=== Begin Enclosure ===

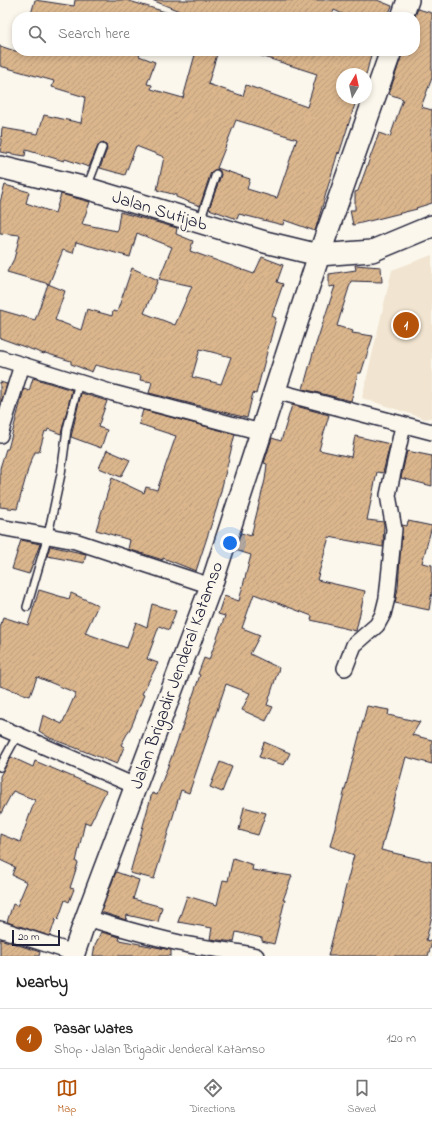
<!DOCTYPE html>
<meta charset="utf-8">
<style>
:root{--surface:#fff;--page:#f6f6f6;--text:#222;--muted:#767676;--line:#e0e0e0;--accent:#b45309}
body{margin:0;font-family:"Indie Flower",sans-serif;background:var(--page);color:var(--text)}
.compass{position:absolute;left:336px;top:68px;width:36px;height:36px;border-radius:50%;background:var(--surface);box-shadow:0 2px 6px #0003;rotate:9deg}
.scale{position:absolute;left:12px;bottom:10px;width:48px;box-sizing:border-box;padding-left:4px;border:2px solid #22223b;border-top:0;font-size:11px;line-height:14px;white-space:nowrap;color:#22223b;-webkit-text-stroke:3px #fbf7ec;paint-order:stroke}
.you{position:absolute;left:230px;top:543px;width:14px;height:14px;margin:-10px;border:3px solid #fff;border-radius:50%;background:#1a73e8;box-shadow:0 0 0 6px #1a73e833}
.badge{display:grid;place-items:center;width:26px;height:26px;border-radius:50%;background:var(--accent);color:#fff;font-size:13px;font-weight:700}
.pin{position:absolute;translate:-50% -50%;border:2px solid #fff;box-shadow:0 1px 4px #0006}
.list{margin:0;padding:0;list-style:none}
h2{display:flex;justify-content:space-between;align-items:center;height:52px;margin:0;padding:0 16px;font-size:17px}
h2 small{font-size:13px;font-weight:400;color:var(--muted)}
.list li{display:grid;grid-template-columns:26px 1fr auto;gap:12px;align-items:center;box-sizing:border-box;height:60px;padding:0 16px;border-top:1px solid var(--line)}
.list b{display:block;font-size:15px;white-space:nowrap}
.list p{margin:0;font-size:13px;white-space:nowrap;color:var(--muted)}
.list em{font-size:13px;font-style:normal;color:var(--muted)}
.icon{flex:none;width:22px;height:22px;fill:none;stroke:currentColor;stroke-width:2;stroke-linecap:round;stroke-linejoin:round}
.map{position:relative;flex:none;width:432px;height:956px;overflow:hidden}
.search{position:absolute;background:var(--surface);box-shadow:0 2px 6px #0003;left:12px;right:12px;top:12px;height:44px;display:flex;align-items:center;gap:10px;box-sizing:border-box;padding:0 14px;border-radius:16px;color:var(--muted);font-size:15px}
.sheet{height:112px;background:var(--surface)}
nav{display:flex;justify-content:space-around;align-items:center;box-sizing:border-box;height:56px;border-top:1px solid var(--line);background:var(--surface);font-size:11px;color:var(--muted)}
nav a{display:grid;justify-items:center;gap:2px}
nav .on{color:var(--accent)}
.map>svg:first-child{display:block}
</style>
<div class="map">
<svg width="432" height="956" viewBox="0 0 432 956">
<defs>
<pattern id="building-hatch" width="6" height="6" patternUnits="userSpaceOnUse"><rect width="6" height="6" fill="#dbb68d"/><path d="M-1 1l2-2M0 6l6-6M5 7l2-2" fill="none" stroke="#bc9c7b"/></pattern>
</defs>
<rect width="100%" height="100%" fill="#fbf7ec"/>
<filter id="ink" filterUnits="userSpaceOnUse"><feTurbulence type="fractalNoise" baseFrequency=".025" numOctaves="2"/><feDisplacementMap in="SourceGraphic" scale="8" xChannelSelector="R" yChannelSelector="G"/><feConvolveMatrix kernelMatrix="1 2 1 2 8 2 1 2 1" color-interpolation-filters="sRGB"/></filter>
<g filter="url(#ink)">
<path fill="#f1e4d0" d="M432,255V417L426,419L362,398L392,270Z"/>
<path fill="url(#building-hatch)" stroke="#22223b" fill-rule="evenodd" d="M35,0L74,6L75,0H126L172,14V17H42L31,14Z
M152,0H377L392,6L387,17H349L334,10L331,17H194Z
M418,9L432,13V78L421,107L432,110V203L416,208L417,209L353,225L350,210H355V192L358,191L379,133L390,137L403,99L389,94L403,51H415V16Z
M0,46L15,51H141L139,56L155,62L147,84L152,85L151,89L183,98L196,51H218L208,84L243,96L246,85L307,107L317,74L255,54L256,51H372L366,75L342,74V98H359H357L339,154L338,152L315,231L284,220L283,225L239,214L237,219L209,209L221,175L220,171L217,169L211,172L200,206L176,197V195L157,190L164,157L136,146L125,175L100,168L107,149L106,145L103,143L98,146L89,167L65,159L64,161L26,150L25,156L0,152L2,128L38,134L44,115L81,123L85,97L52,87L54,81L0,66ZM236,120L297,139L277,198L247,189L250,179L217,168Z
M5,185L29,192L26,203L55,213L61,194L90,202L82,224L117,231L120,212L177,228L176,234L193,241L190,251L254,274L262,257L283,265L277,282L283,284L272,316L276,318L256,394L253,393L247,418L149,393L152,382L140,380L141,376L95,365L92,372L71,364V361L45,353L44,354L0,338V310L35,320L48,284L65,291L55,320L81,330L87,309L112,316L113,311L117,312L132,268L158,280L144,313L175,325L192,286L159,279L172,247L137,233L130,257L76,242L73,253L63,250L49,284L7,272L14,259L20,235L0,233V202ZM200,349L231,357L221,384L192,377Z
M355,265L381,267L382,282L351,281L337,326L353,331L352,333L373,336L361,373H358L351,401L303,389L313,353L335,286L329,287V274L356,270Z
M33,378L72,390L61,434L48,429L47,432L45,431L39,452H35L29,466L17,509L0,507V468L6,449H8L24,389L29,391Z
M0,382L7,384L0,405Z
M81,393L107,401L98,427L107,430L101,448L71,437Z
M292,405L329,415L319,450L351,457L355,436L390,444L383,473L377,472L367,520L384,522L383,547L329,537L317,580L365,591L356,631L311,620L312,616L254,594L242,628L260,635L250,654L279,668L267,705L273,707L266,721L242,710L250,693L226,684L189,793L181,790L154,879L130,873L152,793L157,795L176,745L200,675L198,674L204,658L209,660L225,616L218,614L224,596L239,601L251,555L235,550L241,533L251,536L265,480L267,464L264,463L272,438L281,441Z
M143,410L235,434L217,507L196,571L163,558V560L128,549L130,540L96,530L112,478L144,493L146,487L157,490L176,436L139,424Z
M107,450L130,460L121,477L99,468Z
M407,451L432,456V486L401,478Z
M408,521L432,526L422,563L432,565V592L429,610L395,603L398,588L402,525L407,526Z
M21,540L40,544L29,574L12,569Z
M50,546L86,554L84,563L47,556Z
M39,590L69,599L71,593L98,605L85,633L127,648L136,622L147,627L152,604L176,611L169,630L159,626L147,659L158,663L142,694L144,695L132,725L121,745L124,747L117,764L50,738L39,731L43,715L62,724L76,693L37,677L30,696L0,686V628L3,617L28,625Z
M367,706L389,710L388,715L420,722L412,735L432,740V764L406,757L381,850L432,862V916L426,940L432,942L428,956H328L354,855L330,846Z
M264,742L290,753L284,765L259,757Z
M11,757L33,767L35,761L106,791L90,824L85,822L76,862L78,863L70,888L74,889L69,902L65,900L58,920L56,918L50,936L7,922L13,904L17,906L27,882L12,875L15,867L0,860V834L20,842L35,800L13,791L0,815V776Z
M220,762L232,767L222,792L210,787Z
M244,807L266,813L258,835L239,830Z
M233,858L253,865L252,870L292,876L283,900H285L274,944L262,941V938L236,932L234,942L210,939L212,928L178,922L187,896L217,905L223,880L228,881Z
M116,872L139,880L133,899L162,907L158,922L127,915L126,920L101,912Z
M101,932L120,937L119,940L171,950V956H93L95,945Z
M0,939L40,952L39,956H0Z"/>
<g fill="none" stroke-linecap="round" stroke-linejoin="round">
<defs>
<path id="service" d="M87,187L102,148
M200,221L216,174
M27,607L48,535L61,474L67,429L79,382
M0,767L18,734"/>
<path id="minor" d="M0,358L113,393L261,432
M275,391L432,432
M0,435L22,365
M0,527L75,541L211,586
M345,668L354,645L377,625L383,614L387,598L394,529L388,495L403,426
M0,727L135,786
M86,918C118,927 151,937 184,944C208,949 232,950 256,956
M0,929L74,953"/>
<path id="secondary" d="M402,17L408,0
M0,167L86,188L265,242L319,255L372,251L432,226
M73,956L86,918L211,586L319,255L391,51"/>
</defs>
<use href="#service" stroke="#22223b" stroke-width="10"/>
<use href="#minor" stroke="#22223b" stroke-width="18"/>
<use href="#secondary" stroke="#22223b" stroke-width="24"/>
<use href="#service" stroke="#fbf7ec" stroke-width="7"/>
<use href="#minor" stroke="#fbf7ec" stroke-width="15"/>
<use href="#secondary" stroke="#fbf7ec" stroke-width="21"/>
</g>
</g>
<g text-anchor="middle" stroke-width="3.5" stroke-linejoin="round" paint-order="stroke">
<g font-size="18" fill="#22223b" stroke="#fbf7ec">
<text transform="translate(160 210) rotate(17)" y="6">Jalan Sutijab</text>
<text transform="translate(176 675) rotate(-70)" y="6">Jalan Brigadir Jenderal Katamso</text>
</g>
</g>
</svg>
<svg class="compass" viewBox="-18 -18 36 36"><path d="M0-13l5 13h-10z" fill="#e53935"/><path d="M0 13l5-13h-10z" fill="#767676"/></svg>
<div class="scale">20 m</div>
<div class="you"></div>
<div class="pin badge" style="left:406px;top:325px">1</div>
<div class="search"><svg class="icon" aria-label="search" viewBox="0 0 24 24"><circle cx="10" cy="10" r="6"/><path d="M15 15l6 6"/></svg>Search here</div>
</div>
<section class="sheet">
<h2>Nearby<small></small></h2>
<ul class="list">
<li><span class="badge">1</span><div><b>Pasar Wates</b><p>Shop · Jalan Brigadir Jenderal Katamso</p></div><em>120 m</em></li>
</ul>
</section>
<nav>
<a class="on"><svg class="icon" aria-label="map" viewBox="0 0 24 24"><path d="M3 6l6-2 6 2 6-2v14l-6 2-6-2-6 2zM9 4v14M15 6v14"/></svg>Map</a>
<a><svg class="icon" aria-label="directions" viewBox="0 0 24 24"><path d="M12 3l9 9-9 9-9-9zM9 14v-3h6M13 9l2 2-2 2"/></svg>Directions</a>
<a><svg class="icon" aria-label="saved" viewBox="0 0 24 24"><path d="M7 4h10v16l-5-4-5 4z"/></svg>Saved</a>
</nav>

=== End Enclosure ===

# PROBLEM DETAILS:
Wherever the word "secondary" occurs in the data, copy that whole line.

# EXERCISE RESPONSE:
<path id="secondary" d="M402,17L408,0
<use href="#secondary" stroke="#22223b" stroke-width="24"/>
<use href="#secondary" stroke="#fbf7ec" stroke-width="21"/>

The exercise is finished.